As the first step in the decommissioning of sasCommunity.org the site has been converted to read-only mode.


Here are some tips for How to share your SAS knowledge with your professional network.


Difference between revisions of "Cardinality Ratio"

From sasCommunity
Jump to: navigation, search
m (added Category: Papers by R Fehd)
m (References fixed broken link to paper 299-2013.pdf)
Line 492: Line 492:
 
== References ==
 
== References ==
  
* [http://support.sas.com/resources/papers/proceedings13/299-2013.pdf| SGF-2013.299: Data Review Information: N-Levels or Cardinality Ratio]
+
* [http://support.sas.com/resources/papers/proceedings13/299-2013.pdf SGF-2013.299: Data Review Information: N-Levels or Cardinality Ratio]
 
* [[Database_Vocabulary]]
 
* [[Database_Vocabulary]]
 
* originally developed in [[SmryEachVar_A_Data_Review_Suite]]
 
* originally developed in [[SmryEachVar_A_Data_Review_Suite]]

Revision as of 15:19, 14 June 2013

Tiny Url: http://tinyurl.com/5grpgn

The Cardinality of a variable is the ratio of the number of rows of the frequency data set divided by the number of rows of the data set. It is a Pure Number, because it has no units.

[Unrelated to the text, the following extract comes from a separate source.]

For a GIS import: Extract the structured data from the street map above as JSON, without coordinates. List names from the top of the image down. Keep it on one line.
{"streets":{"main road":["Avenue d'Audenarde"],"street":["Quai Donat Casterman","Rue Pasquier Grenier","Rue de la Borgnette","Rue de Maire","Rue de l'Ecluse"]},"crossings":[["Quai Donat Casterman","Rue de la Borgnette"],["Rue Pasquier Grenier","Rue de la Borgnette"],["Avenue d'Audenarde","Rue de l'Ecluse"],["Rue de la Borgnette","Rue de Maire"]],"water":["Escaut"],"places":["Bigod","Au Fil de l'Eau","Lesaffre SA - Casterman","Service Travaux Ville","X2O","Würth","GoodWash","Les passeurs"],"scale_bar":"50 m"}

http://en.wikipedia.org/wiki/Dimensionless

Characteristics

  • The range is (0,...,1]; cannot be zero and can be one.
    • Explanation: There is at least one value for a variable: character = ' ' and numeric = .; therefore the range is 1/nobs : nobs/nobs.
  • If the Cardinality Ratio is one then the variable is unique, and probably a Primary Key or Row Identifier.
  • The distribution of values for variables in a data has two groups: each near the extreme values of near zero and near one.
  • Values in the left group, near zero, are usually Foreign Keys; you expect a Dimension (LookUp) Table, with the variable name
  • Values in the right group, near one, are probably continuous.
    • In a Fact Table, numeric variables are probably facts.
    • Note: Row-Id in a Fact Table may be an integer: length = 4; if its length is 8, then it may be a datetime-stamp.

Usage in Data Review

The Cardinality Ratio of variables in a data set highlights this information:

  1. Primary Key: Row-Id, Row-Nmbr, Sequence-Nmbr: a unique variable, usually an integer (length = 4), which identifies each row.
  2. Foreign Key: Variables with low cardinality.
  3. Facts: variables with high cardinality.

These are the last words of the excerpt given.